* INSTRUCTIONS FOR THE TASK: Among the entries below, find the lines with the word "fillStyle" and return them.

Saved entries
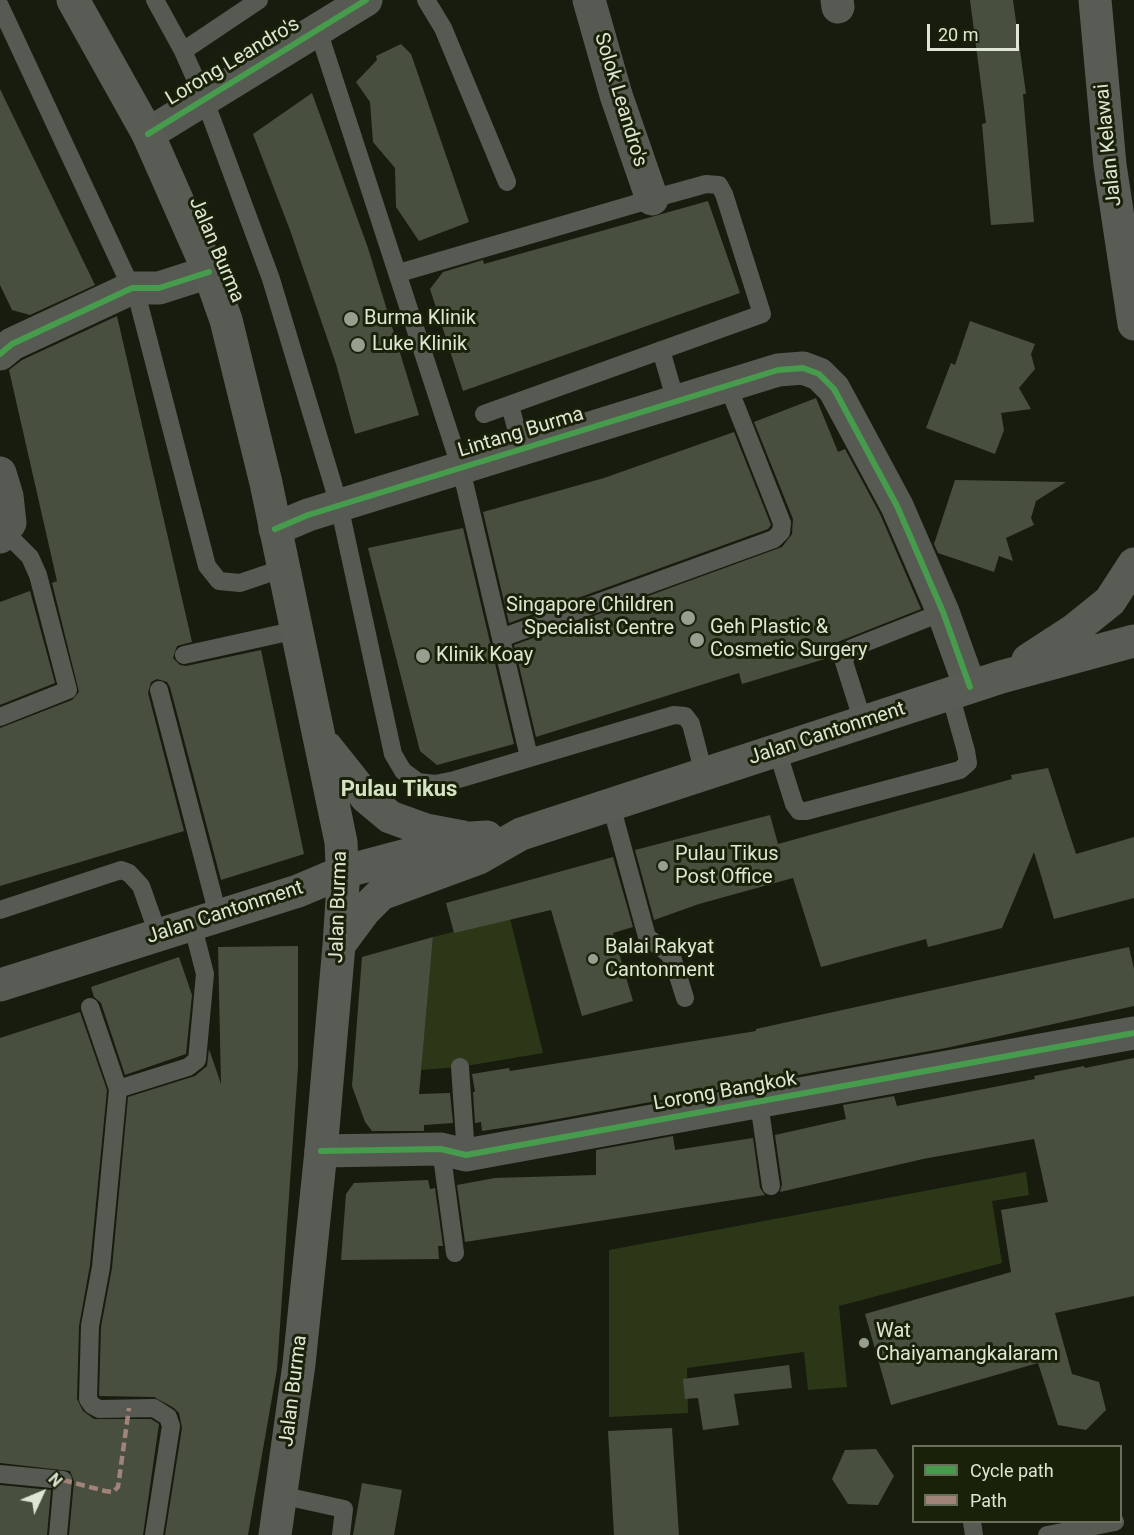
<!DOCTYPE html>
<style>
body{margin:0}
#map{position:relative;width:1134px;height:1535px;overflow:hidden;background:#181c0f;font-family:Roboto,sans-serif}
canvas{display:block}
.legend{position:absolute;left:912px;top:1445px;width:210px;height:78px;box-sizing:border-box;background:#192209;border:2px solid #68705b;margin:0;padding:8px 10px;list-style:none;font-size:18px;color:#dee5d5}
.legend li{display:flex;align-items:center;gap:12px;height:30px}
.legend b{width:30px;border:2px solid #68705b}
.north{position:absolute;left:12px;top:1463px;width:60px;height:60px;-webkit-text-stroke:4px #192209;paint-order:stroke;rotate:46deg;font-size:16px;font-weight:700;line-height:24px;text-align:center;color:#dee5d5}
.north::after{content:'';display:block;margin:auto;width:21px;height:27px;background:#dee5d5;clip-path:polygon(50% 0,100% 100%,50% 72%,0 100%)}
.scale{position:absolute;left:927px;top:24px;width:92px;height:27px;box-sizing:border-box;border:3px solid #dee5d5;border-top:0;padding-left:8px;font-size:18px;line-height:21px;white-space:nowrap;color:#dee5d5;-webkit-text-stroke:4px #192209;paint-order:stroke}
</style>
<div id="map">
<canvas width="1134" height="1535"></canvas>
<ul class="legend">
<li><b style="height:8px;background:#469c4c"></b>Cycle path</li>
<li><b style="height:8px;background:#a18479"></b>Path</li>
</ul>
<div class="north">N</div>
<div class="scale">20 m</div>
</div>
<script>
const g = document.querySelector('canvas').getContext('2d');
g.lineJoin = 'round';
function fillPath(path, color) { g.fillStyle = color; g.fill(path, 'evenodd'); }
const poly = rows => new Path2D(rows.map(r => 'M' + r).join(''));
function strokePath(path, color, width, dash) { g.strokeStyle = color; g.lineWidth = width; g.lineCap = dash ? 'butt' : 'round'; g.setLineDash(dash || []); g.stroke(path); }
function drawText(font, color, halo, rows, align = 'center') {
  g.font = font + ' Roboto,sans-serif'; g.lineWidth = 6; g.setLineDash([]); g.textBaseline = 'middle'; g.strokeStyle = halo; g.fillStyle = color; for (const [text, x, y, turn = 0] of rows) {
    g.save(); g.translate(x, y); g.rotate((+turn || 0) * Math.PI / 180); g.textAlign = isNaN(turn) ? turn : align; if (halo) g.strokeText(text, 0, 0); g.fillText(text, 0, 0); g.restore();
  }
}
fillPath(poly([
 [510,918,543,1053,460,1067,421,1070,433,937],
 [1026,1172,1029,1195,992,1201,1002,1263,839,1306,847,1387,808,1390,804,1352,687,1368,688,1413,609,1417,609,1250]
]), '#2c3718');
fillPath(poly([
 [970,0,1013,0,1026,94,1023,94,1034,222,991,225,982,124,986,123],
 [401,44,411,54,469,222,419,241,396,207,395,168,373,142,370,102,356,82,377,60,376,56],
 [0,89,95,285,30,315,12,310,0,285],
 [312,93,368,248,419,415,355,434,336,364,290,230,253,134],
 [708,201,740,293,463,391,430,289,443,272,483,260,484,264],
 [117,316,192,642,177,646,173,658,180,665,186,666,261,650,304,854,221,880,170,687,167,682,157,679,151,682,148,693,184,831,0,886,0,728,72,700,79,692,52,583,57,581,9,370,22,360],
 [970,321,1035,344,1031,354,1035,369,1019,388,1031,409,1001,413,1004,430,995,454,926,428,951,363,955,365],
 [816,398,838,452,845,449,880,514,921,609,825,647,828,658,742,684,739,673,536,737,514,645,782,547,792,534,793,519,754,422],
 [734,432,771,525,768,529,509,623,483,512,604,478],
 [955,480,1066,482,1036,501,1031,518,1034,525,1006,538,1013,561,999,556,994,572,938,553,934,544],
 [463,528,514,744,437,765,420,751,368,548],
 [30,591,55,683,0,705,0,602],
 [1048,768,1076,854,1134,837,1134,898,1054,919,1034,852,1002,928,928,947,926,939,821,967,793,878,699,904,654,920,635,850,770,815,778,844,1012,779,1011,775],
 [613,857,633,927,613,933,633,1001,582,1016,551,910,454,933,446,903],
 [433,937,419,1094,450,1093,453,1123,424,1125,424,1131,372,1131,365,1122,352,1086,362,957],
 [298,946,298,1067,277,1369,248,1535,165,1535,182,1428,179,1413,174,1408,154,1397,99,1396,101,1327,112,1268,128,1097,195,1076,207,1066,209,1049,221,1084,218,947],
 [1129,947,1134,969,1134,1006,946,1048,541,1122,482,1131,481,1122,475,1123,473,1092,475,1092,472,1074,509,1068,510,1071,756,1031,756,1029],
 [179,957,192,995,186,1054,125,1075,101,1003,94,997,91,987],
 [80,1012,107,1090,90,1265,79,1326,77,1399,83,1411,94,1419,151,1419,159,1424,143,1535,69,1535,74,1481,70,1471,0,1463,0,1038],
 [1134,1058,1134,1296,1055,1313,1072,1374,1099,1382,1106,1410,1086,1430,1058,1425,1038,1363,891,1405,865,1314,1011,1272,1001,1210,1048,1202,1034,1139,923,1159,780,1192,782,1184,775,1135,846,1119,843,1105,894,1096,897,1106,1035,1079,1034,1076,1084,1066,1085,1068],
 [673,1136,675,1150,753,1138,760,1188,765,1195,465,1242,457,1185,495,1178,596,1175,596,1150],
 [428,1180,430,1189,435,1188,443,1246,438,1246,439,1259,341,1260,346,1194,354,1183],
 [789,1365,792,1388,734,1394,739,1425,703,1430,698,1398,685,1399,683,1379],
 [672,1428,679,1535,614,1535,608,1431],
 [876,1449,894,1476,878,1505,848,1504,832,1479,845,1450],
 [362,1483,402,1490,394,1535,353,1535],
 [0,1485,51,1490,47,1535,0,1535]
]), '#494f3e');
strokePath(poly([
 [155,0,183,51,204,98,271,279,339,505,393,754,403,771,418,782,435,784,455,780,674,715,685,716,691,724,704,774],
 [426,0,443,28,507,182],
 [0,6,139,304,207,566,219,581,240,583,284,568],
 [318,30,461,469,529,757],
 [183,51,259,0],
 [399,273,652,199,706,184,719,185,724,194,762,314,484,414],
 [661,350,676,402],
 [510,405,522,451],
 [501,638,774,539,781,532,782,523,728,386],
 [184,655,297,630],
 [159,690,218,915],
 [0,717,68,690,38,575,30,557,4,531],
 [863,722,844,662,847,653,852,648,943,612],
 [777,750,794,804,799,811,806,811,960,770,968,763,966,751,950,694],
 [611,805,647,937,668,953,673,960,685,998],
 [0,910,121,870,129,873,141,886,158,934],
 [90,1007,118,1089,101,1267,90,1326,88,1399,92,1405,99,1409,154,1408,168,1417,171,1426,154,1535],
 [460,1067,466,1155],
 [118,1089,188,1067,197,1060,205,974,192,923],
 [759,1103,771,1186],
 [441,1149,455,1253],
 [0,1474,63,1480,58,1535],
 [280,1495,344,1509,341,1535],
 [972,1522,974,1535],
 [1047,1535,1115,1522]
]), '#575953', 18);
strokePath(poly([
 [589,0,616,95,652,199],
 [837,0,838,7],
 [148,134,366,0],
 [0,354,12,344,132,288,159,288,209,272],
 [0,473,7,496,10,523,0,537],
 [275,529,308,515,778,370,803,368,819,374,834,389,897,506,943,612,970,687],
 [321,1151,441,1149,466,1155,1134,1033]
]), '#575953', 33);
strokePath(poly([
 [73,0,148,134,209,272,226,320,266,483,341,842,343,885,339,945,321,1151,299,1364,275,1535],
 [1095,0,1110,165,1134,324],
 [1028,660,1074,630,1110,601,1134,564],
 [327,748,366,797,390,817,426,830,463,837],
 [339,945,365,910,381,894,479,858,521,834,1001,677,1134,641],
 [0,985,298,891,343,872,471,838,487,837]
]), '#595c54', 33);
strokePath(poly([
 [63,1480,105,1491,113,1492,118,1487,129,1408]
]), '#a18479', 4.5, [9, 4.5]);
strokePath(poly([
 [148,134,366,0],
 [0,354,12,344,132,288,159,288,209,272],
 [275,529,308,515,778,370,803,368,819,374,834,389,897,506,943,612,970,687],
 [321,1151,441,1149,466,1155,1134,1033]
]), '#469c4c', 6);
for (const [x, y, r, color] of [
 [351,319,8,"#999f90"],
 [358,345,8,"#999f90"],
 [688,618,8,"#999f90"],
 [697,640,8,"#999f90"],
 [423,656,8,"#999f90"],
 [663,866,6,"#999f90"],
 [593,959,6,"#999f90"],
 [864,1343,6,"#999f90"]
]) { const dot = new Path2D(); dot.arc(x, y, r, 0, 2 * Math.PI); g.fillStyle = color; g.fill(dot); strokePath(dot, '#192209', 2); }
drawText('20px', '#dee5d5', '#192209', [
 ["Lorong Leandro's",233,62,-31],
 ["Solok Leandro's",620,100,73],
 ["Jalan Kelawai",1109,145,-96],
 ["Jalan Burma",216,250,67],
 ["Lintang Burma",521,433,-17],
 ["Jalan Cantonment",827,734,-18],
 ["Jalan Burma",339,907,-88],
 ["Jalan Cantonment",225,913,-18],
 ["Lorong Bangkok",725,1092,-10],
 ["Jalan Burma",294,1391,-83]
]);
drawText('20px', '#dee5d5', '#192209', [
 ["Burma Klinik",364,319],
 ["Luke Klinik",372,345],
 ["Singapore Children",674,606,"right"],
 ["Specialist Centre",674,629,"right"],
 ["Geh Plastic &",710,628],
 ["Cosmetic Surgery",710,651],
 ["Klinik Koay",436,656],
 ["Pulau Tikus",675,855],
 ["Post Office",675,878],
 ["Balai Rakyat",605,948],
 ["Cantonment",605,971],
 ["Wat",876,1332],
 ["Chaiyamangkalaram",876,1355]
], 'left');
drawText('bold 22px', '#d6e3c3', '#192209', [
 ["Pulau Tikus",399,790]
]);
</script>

* WRITTEN SOLUTION:
function fillPath(path, color) { g.fillStyle = color; g.fill(path, 'evenodd'); }
  g.font = font + ' Roboto,sans-serif'; g.lineWidth = 6; g.setLineDash([]); g.textBaseline = 'middle'; g.strokeStyle = halo; g.fillStyle = color; for (const [text, x, y, turn = 0] of rows) {
]) { const dot = new Path2D(); dot.arc(x, y, r, 0, 2 * Math.PI); g.fillStyle = color; g.fill(dot); strokePath(dot, '#192209', 2); }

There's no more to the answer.